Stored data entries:
===============
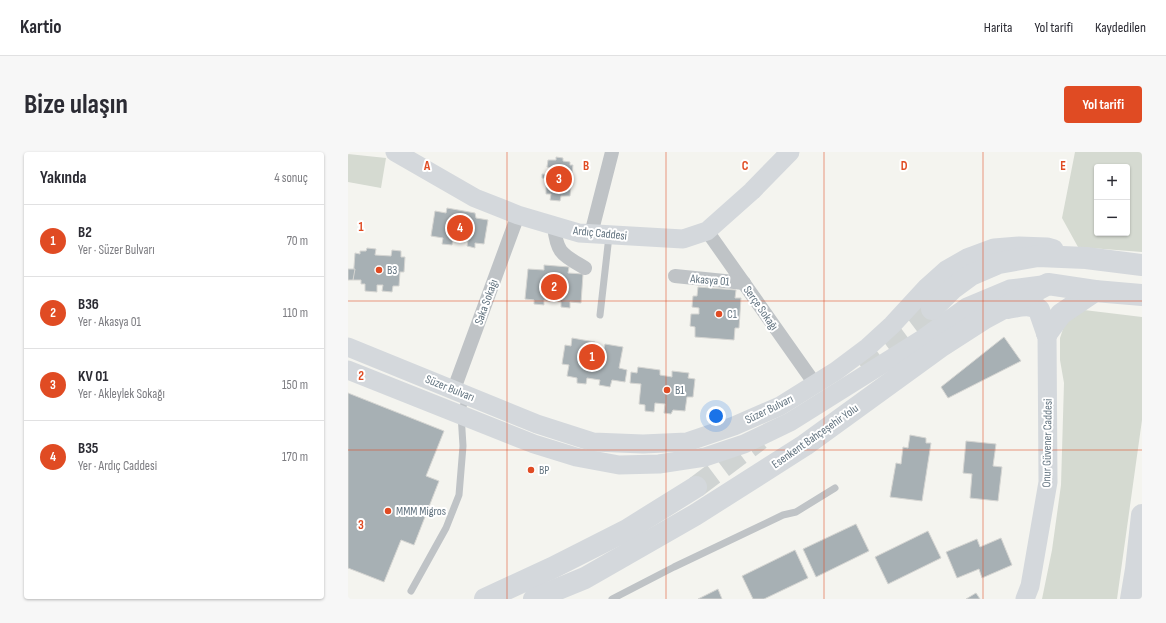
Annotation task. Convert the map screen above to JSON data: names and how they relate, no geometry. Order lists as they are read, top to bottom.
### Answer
{
  "streets": {
    "main road": [
      "Ardıç Caddesi",
      "Süzer Bulvarı",
      "Esenkent Bahçeşehir Yolu",
      "Onur Güvener Caddesi"
    ],
    "street": ["Akasya 01", "Saka Sokağı", "Serçe Sokağı"]
  },
  "crossings": [
    ["Ardıç Caddesi", "Saka Sokağı"],
    ["Ardıç Caddesi", "Serçe Sokağı"],
    ["Akasya 01", "Serçe Sokağı"],
    ["Saka Sokağı", "Süzer Bulvarı"],
    ["Serçe Sokağı", "Süzer Bulvarı"],
    ["Süzer Bulvarı", "Esenkent Bahçeşehir Yolu"]
  ],
  "places": [
    "B3",
    "C1",
    "B1",
    "BP",
    "MMM Migros"
  ],
  "page": {
    "header": "Kartio",
    "nav": ["Harita", "Yol tarifi", "Kaydedilen"],
    "buttons": "Yol tarifi",
    "title": "Bize ulaşın",
    "heading": ["Yakında", "4 sonuç"],
    "map_buttons": ["+", "−"],
    "pins": [
      "3",
      "4",
      "2",
      "1"
    ],
    "list": [
      {
        "mark": "1",
        "name": "B2",
        "note": "Yer · Süzer Bulvarı",
        "value": "70 m"
      },
      {
        "mark": "2",
        "name": "B36",
        "note": "Yer · Akasya 01",
        "value": "110 m"
      },
      {
        "mark": "3",
        "name": "KV 01",
        "note": "Yer · Akleylek Sokağı",
        "value": "150 m"
      },
      {
        "mark": "4",
        "name": "B35",
        "note": "Yer · Ardıç Caddesi",
        "value": "170 m"
      }
    ]
  },
  "grid": {
    "columns": [
      "A",
      "B",
      "C",
      "D",
      "E"
    ],
    "rows": ["1", "2", "3"]
  }
}
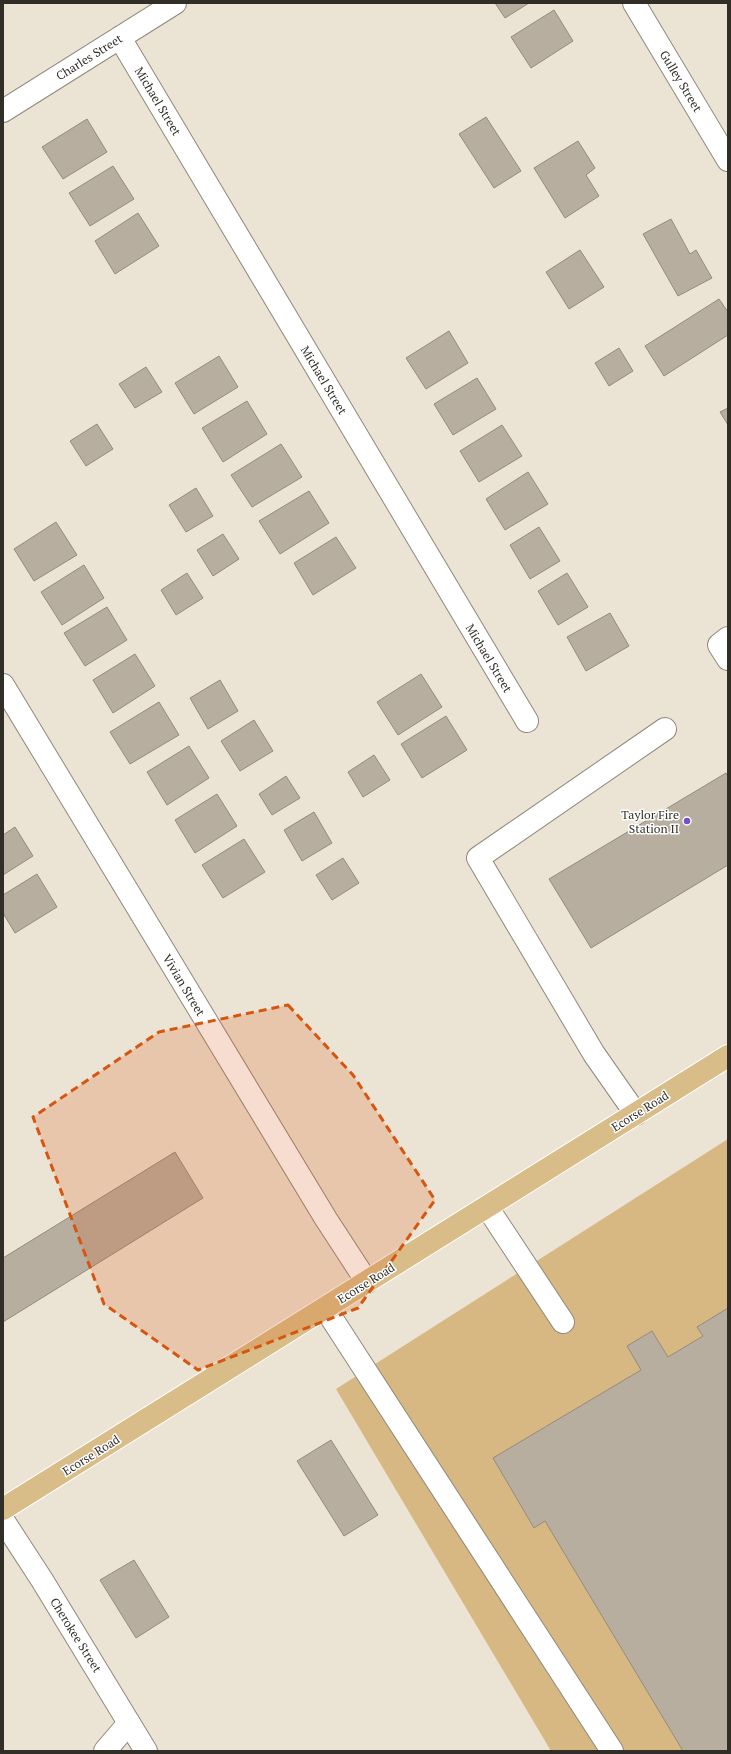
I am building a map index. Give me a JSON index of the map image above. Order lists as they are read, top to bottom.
===============
- Aim of the exercise -
Word for word, repeat all of the entries above, leaving out the pictures.

- Output of the exercise -
Annotation task. Convert the map screen above to JSON data: names and how they relate, no geometry. Order lists as they are read, top to bottom.
### Answer
{
  "streets": {
    "main road": [
      "Ardıç Caddesi",
      "Süzer Bulvarı",
      "Esenkent Bahçeşehir Yolu",
      "Onur Güvener Caddesi"
    ],
    "street": ["Akasya 01", "Saka Sokağı", "Serçe Sokağı"]
  },
  "crossings": [
    ["Ardıç Caddesi", "Saka Sokağı"],
    ["Ardıç Caddesi", "Serçe Sokağı"],
    ["Akasya 01", "Serçe Sokağı"],
    ["Saka Sokağı", "Süzer Bulvarı"],
    ["Serçe Sokağı", "Süzer Bulvarı"],
    ["Süzer Bulvarı", "Esenkent Bahçeşehir Yolu"]
  ],
  "places": [
    "B3",
    "C1",
    "B1",
    "BP",
    "MMM Migros"
  ],
  "page": {
    "header": "Kartio",
    "nav": ["Harita", "Yol tarifi", "Kaydedilen"],
    "buttons": "Yol tarifi",
    "title": "Bize ulaşın",
    "heading": ["Yakında", "4 sonuç"],
    "map_buttons": ["+", "−"],
    "pins": [
      "3",
      "4",
      "2",
      "1"
    ],
    "list": [
      {
        "mark": "1",
        "name": "B2",
        "note": "Yer · Süzer Bulvarı",
        "value": "70 m"
      },
      {
        "mark": "2",
        "name": "B36",
        "note": "Yer · Akasya 01",
        "value": "110 m"
      },
      {
        "mark": "3",
        "name": "KV 01",
        "note": "Yer · Akleylek Sokağı",
        "value": "150 m"
      },
      {
        "mark": "4",
        "name": "B35",
        "note": "Yer · Ardıç Caddesi",
        "value": "170 m"
      }
    ]
  },
  "grid": {
    "columns": [
      "A",
      "B",
      "C",
      "D",
      "E"
    ],
    "rows": ["1", "2", "3"]
  }
}
I am building a map index. Give me a JSON index of the map image above. Order lists as they are read, top to bottom.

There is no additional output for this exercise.